Лунь гордо выпрямился: люди! да какие еще!
…Самые как раз подходящие!
Меня как бы уже и не было — они радостно переглядывались поверх меня. Безусловно, благородная эта идея зародилась в глубине их сердец!
— К кому я должен идти? — растерянно произнес Лунь.
Он беспомощно огляделся: да, я чувствую боль… но я должен почувствовать ее всенародно! Где же пресса?
Вот оно все и уладилось!
— Ладно, идемте! — Лунь вдруг решительно двинулся. — Старый Дон Кихот еще поскрипит!
— …Спасибо, что не забыли старика! — вдруг произнес он, пока мы шли.
Такого забудешь!
Потом мы добрый час уламывали упрямого и злого Крота.
— …Если уж на то пошло, — говорил Фалько, — наша партия купит бандуристам новые красочные наряды — я видел такие в Албании.
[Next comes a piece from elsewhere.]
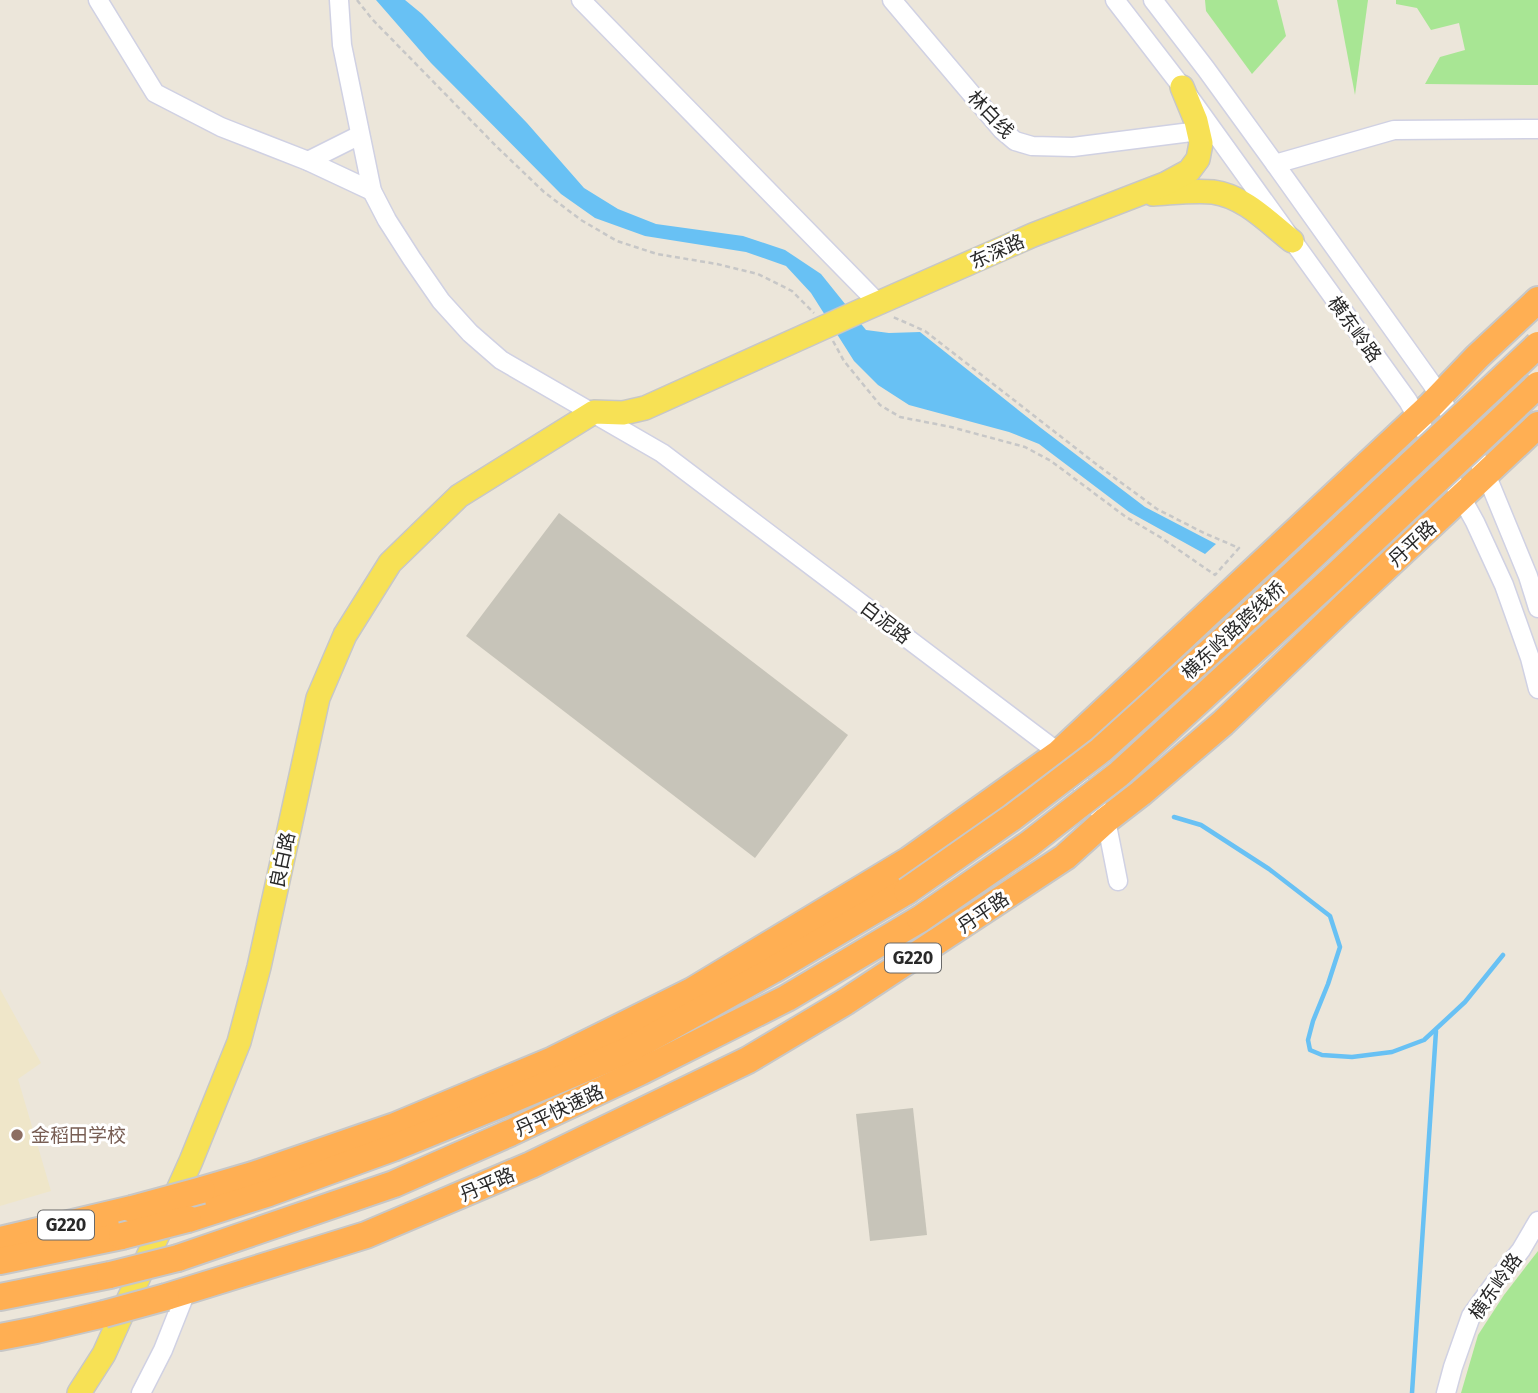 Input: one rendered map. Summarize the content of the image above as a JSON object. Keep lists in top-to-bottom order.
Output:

Через ту бандуру бандуристом стал.
— Не будет никаких бандуристов! — цедил Крот. — Тем более в Пень-хаузе!
— Но у вас есть совесть! — ворковал Лунь. — Тому хорошему, что есть в вас, надо помочь!
— Вашу помощь я уже видел. Спасибо.
— Надеюсь, что она пошла вам на пользу! — произнес Лунь.
— Короче, нужен красивый акт справедливости, — резюмировал я. — Без него пропадем!
К концу часа Крот, все понимая, сломался:
— Ну ладно. Давайте ваших слепцов!
Тут же на столике зазвонил телефон. Крот с тяжелым вздохом снял трубку.
— Извините, что я вмешиваюсь, — послышался на всю комнату взволнованный голос Зорина. — Но я поздравляю вас! Я считаю, что вы приняли продуманное и прежде всего — гуманное решение! Гуманное прежде всего по отношению к вашей жизни! — добавил он.